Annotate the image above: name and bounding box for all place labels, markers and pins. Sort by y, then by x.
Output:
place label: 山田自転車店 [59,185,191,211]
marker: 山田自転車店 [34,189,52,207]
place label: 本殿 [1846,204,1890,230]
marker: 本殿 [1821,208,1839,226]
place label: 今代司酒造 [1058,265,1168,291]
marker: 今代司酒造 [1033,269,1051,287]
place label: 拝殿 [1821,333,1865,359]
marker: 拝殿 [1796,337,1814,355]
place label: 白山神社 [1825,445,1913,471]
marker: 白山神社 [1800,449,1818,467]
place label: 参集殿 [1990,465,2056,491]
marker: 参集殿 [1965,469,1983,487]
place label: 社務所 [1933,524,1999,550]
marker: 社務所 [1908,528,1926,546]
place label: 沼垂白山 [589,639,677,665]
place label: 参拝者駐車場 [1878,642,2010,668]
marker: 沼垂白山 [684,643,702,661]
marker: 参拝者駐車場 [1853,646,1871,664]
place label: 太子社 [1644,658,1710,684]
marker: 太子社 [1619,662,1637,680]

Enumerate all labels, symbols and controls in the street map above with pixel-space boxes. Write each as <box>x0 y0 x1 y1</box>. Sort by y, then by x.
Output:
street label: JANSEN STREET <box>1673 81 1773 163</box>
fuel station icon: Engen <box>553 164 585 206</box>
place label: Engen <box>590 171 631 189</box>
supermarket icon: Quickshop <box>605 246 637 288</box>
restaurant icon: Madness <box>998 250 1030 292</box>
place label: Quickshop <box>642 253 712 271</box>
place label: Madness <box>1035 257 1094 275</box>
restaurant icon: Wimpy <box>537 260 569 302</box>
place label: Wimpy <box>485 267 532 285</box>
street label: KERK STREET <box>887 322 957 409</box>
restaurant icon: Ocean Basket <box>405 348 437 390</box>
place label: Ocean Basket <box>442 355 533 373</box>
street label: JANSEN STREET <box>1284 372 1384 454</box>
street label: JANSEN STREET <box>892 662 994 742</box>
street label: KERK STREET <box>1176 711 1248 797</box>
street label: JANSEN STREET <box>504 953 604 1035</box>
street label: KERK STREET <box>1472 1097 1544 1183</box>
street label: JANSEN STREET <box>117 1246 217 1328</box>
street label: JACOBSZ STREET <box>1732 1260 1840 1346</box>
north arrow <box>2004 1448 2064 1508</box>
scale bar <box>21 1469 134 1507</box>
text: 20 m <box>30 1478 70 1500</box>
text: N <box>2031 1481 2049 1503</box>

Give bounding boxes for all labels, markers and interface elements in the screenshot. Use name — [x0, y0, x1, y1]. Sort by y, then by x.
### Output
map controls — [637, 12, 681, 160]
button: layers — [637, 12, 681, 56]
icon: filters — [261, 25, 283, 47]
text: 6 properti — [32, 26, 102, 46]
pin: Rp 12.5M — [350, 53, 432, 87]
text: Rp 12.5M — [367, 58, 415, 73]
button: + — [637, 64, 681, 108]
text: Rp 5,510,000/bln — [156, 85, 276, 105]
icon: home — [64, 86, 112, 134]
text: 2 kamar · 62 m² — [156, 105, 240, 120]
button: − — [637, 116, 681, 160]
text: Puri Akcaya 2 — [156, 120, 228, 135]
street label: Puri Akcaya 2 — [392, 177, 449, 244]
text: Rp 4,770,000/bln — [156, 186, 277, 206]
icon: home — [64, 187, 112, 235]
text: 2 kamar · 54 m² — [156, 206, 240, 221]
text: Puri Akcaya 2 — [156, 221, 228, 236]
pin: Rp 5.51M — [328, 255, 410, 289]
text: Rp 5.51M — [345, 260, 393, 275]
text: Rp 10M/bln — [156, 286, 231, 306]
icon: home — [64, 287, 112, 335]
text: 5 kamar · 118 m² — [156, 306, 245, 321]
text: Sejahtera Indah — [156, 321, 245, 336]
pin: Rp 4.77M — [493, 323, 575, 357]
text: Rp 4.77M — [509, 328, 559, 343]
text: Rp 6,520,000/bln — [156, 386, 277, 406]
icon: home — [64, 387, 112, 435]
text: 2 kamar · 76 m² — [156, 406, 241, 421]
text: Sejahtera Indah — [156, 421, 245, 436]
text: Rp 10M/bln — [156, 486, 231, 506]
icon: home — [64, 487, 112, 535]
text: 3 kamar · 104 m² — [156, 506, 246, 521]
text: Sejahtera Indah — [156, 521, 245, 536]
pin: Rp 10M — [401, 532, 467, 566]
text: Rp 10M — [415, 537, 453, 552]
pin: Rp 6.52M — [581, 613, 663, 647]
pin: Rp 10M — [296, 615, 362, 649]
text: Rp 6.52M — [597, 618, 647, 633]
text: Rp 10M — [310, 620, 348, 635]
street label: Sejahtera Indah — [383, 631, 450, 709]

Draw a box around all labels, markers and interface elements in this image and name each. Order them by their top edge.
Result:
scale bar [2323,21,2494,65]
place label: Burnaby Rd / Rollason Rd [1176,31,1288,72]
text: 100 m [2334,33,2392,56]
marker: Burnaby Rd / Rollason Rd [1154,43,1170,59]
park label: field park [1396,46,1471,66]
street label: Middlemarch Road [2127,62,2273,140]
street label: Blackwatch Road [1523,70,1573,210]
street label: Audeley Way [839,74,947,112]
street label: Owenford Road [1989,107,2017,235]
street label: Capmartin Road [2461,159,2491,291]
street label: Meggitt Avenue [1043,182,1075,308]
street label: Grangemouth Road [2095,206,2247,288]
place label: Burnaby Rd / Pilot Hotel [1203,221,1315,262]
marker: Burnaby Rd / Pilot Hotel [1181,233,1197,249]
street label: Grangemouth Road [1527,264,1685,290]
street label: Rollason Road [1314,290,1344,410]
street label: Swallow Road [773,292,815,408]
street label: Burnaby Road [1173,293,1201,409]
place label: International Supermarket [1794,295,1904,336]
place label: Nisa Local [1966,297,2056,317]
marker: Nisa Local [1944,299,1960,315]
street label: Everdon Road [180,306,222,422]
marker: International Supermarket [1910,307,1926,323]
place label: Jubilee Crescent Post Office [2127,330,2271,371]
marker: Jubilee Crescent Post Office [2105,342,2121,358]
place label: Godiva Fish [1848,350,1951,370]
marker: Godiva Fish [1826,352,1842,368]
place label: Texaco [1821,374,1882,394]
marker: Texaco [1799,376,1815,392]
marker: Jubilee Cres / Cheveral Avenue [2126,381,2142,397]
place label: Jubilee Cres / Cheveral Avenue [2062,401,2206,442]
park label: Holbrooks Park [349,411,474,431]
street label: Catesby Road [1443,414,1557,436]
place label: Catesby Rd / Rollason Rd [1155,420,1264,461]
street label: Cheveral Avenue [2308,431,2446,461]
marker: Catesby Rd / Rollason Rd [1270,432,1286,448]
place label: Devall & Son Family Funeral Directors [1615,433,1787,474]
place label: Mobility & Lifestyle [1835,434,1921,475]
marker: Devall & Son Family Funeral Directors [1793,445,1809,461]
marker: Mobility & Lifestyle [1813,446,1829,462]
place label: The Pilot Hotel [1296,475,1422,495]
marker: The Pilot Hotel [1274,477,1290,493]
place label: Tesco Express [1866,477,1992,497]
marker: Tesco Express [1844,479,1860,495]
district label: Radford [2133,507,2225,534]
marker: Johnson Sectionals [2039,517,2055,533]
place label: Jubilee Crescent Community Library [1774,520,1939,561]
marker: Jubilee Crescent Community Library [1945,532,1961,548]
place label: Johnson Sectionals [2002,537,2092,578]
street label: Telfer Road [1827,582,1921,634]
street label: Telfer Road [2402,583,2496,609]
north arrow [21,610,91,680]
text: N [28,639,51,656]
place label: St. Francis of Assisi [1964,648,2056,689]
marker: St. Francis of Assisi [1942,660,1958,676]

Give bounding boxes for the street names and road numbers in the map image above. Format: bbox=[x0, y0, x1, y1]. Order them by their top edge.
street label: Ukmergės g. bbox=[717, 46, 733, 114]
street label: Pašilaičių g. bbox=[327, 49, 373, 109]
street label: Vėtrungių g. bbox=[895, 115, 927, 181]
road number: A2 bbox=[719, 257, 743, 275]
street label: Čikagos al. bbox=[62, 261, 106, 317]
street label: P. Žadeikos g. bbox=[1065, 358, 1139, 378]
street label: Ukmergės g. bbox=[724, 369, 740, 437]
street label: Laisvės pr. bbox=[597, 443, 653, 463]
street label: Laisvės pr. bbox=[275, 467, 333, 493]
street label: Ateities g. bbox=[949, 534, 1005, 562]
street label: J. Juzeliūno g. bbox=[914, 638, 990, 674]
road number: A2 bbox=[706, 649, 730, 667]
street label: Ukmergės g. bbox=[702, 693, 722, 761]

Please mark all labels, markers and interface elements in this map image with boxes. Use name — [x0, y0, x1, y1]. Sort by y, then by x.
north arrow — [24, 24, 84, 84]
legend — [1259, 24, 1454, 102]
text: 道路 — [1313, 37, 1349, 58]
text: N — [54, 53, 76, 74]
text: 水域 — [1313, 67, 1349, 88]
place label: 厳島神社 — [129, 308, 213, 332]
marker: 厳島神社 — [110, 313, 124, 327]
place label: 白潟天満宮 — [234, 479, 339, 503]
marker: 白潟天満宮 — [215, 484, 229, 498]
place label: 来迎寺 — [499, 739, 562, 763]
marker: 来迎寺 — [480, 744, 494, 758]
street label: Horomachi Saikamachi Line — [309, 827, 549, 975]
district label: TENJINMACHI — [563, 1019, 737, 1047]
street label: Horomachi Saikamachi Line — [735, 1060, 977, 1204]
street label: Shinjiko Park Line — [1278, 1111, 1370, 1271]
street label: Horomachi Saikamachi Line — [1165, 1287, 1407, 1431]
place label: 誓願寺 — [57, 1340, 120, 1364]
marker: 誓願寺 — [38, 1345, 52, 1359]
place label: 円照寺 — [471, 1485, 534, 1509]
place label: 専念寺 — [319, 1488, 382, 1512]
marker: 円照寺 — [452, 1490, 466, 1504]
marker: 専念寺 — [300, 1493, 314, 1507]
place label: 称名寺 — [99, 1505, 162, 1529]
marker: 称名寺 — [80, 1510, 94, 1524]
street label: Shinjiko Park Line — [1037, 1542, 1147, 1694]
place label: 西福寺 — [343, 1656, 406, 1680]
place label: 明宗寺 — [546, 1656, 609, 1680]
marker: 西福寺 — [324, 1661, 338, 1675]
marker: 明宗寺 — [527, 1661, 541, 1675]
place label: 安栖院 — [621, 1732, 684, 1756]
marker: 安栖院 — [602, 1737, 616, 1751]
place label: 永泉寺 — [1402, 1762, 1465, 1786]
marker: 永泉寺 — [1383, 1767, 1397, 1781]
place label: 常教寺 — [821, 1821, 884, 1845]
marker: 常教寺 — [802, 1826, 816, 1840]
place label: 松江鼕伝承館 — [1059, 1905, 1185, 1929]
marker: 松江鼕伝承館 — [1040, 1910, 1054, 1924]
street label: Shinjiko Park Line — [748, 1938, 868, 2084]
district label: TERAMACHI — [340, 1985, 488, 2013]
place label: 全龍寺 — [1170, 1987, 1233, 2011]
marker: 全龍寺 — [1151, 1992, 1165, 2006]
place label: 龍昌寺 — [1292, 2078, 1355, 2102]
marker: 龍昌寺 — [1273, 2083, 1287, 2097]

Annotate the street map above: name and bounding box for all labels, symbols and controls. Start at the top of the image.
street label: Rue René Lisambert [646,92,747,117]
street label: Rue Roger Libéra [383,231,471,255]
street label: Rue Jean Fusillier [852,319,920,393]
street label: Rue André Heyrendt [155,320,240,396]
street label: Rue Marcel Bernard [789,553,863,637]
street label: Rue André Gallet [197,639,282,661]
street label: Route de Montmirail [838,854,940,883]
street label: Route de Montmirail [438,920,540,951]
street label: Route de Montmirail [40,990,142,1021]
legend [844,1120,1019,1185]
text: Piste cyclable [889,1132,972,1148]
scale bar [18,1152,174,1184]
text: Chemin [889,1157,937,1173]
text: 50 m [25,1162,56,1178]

» WORK TO COMPLETE:
For the word "Post", show every line of the entries that holds it.

» RESPONSE:
place label: Jubilee Crescent Post Office [2127,330,2271,371]
marker: Jubilee Crescent Post Office [2105,342,2121,358]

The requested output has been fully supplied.